La biblioteca como el rastro de una excentricidad, de una obsesión, como resguardo contra el olvido
Cinco estantes de madera barata, amurados a la pared a los pies de la cama de la habitación de un adolescente que, cuando sea grande, será escritor. A los cómics, a los libros de Mark Twain y de Bradbury, se han sumado Julio Cortázar, J. D. Salinger, Henry Miller, Mario Vargas Llosa, Gabriel García Márquez.
Seis estantes de madera barata, amurados a la pared a los pies de la cama de la habitación de un piso de soltero de un varón joven que empieza a ser escritor. En los estantes hay dos hileras de libros más varias pilas sobre la mesa de noche más cinco pilas a los pies de la cama. Los cómics, Mark Twain y Ray Bradbury se mezclan ahora con Paul Auster, Dostoievski, Henry James, Scott Fitzgerald, Flaubert, Nabokov, Barthes, Faulkner.
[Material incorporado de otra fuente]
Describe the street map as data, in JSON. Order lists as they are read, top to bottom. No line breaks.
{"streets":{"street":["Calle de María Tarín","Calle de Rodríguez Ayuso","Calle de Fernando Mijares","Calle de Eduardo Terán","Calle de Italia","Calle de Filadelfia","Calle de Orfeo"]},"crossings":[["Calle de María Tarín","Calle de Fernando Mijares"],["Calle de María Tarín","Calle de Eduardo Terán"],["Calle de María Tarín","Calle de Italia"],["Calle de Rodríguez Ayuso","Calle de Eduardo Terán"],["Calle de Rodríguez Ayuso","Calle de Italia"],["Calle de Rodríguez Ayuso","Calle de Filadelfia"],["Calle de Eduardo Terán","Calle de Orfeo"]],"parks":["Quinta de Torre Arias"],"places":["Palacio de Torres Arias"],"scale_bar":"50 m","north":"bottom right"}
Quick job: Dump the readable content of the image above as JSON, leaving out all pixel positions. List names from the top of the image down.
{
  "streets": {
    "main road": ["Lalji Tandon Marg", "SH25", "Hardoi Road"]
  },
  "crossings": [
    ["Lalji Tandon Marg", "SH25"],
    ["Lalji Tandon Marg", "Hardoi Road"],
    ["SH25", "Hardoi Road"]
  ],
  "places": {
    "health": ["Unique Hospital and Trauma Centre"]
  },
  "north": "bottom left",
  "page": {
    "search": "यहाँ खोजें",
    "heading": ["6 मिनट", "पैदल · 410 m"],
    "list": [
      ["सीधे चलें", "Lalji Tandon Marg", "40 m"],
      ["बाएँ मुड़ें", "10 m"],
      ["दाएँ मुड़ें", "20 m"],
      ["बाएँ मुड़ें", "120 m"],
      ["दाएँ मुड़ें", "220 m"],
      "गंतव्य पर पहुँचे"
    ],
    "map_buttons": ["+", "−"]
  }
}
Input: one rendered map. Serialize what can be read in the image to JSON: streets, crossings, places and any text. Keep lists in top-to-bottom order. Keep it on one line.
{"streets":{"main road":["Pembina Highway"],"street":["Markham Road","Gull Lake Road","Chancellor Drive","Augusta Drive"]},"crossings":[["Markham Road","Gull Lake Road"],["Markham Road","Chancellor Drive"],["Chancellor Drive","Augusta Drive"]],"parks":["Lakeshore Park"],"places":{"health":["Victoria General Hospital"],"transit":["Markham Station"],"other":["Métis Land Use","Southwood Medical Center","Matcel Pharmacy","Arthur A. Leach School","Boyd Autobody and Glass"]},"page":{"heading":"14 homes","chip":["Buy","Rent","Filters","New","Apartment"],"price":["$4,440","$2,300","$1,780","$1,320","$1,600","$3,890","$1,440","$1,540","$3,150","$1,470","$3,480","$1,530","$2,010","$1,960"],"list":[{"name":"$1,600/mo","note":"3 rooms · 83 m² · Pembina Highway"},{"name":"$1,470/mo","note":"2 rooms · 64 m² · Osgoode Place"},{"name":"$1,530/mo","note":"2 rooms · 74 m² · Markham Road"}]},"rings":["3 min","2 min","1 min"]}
Diez estantes de madera de roble a los pies de la cama de una habitación matrimonial de un hombre que es escritor; varios estantes de madera de color blanco en el pasillo que comunica la habitación con el baño; unos pocos estantes de madera de nogal en una hornacina originalmente construida para ser un exhibidor de vajilla; una estructura de madera indescifrable que cubre dos de las paredes del estudio y, finalmente, la bestia demencial, la nave madre: la biblioteca de piso a techo que recorre las paredes de la sala. Y en todas partes -en la habitación, en el pasillo, en la hornacina, en el estudio, en la sala- la orgía de lomos: ensayo, literatura norteamericana, francesa, española, latinoamericana, libros propios, clásicos, poesía, diez ediciones distintas -tapas duras, bolsillo, diversos idiomas- de Suave es la noche, de El mundo según Garp, de Madame Bovary. Y, en todas partes, la bestia múltiple se relame y se declara en triunfo porque, además, el escritor es joven y eso quiere decir que éste es sólo el comienzo. Y es un gran comienzo.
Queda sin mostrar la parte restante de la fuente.